(Source material begins)

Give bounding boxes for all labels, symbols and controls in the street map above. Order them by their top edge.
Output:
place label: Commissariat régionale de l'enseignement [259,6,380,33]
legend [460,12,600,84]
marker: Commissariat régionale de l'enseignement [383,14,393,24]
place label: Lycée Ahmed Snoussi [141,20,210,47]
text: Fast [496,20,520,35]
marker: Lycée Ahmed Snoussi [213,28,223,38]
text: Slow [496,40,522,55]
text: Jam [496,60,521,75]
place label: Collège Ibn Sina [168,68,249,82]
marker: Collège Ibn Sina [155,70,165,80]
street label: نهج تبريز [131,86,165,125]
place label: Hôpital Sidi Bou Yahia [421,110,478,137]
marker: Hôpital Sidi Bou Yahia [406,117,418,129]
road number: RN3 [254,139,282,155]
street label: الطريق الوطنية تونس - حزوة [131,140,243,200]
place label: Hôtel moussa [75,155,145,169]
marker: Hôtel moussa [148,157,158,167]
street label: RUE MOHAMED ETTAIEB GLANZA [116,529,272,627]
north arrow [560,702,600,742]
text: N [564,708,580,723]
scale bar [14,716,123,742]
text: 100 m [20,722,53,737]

(Source material ends)

Work instructions >> In your answer, repeat each line of the material word for word.

Finished task >>
Give bounding boxes for all labels, symbols and controls in the street map above. Order them by their top edge.
Output:
place label: Commissariat régionale de l'enseignement [259,6,380,33]
legend [460,12,600,84]
marker: Commissariat régionale de l'enseignement [383,14,393,24]
place label: Lycée Ahmed Snoussi [141,20,210,47]
text: Fast [496,20,520,35]
marker: Lycée Ahmed Snoussi [213,28,223,38]
text: Slow [496,40,522,55]
text: Jam [496,60,521,75]
place label: Collège Ibn Sina [168,68,249,82]
marker: Collège Ibn Sina [155,70,165,80]
street label: نهج تبريز [131,86,165,125]
place label: Hôpital Sidi Bou Yahia [421,110,478,137]
marker: Hôpital Sidi Bou Yahia [406,117,418,129]
road number: RN3 [254,139,282,155]
street label: الطريق الوطنية تونس - حزوة [131,140,243,200]
place label: Hôtel moussa [75,155,145,169]
marker: Hôtel moussa [148,157,158,167]
street label: RUE MOHAMED ETTAIEB GLANZA [116,529,272,627]
north arrow [560,702,600,742]
text: N [564,708,580,723]
scale bar [14,716,123,742]
text: 100 m [20,722,53,737]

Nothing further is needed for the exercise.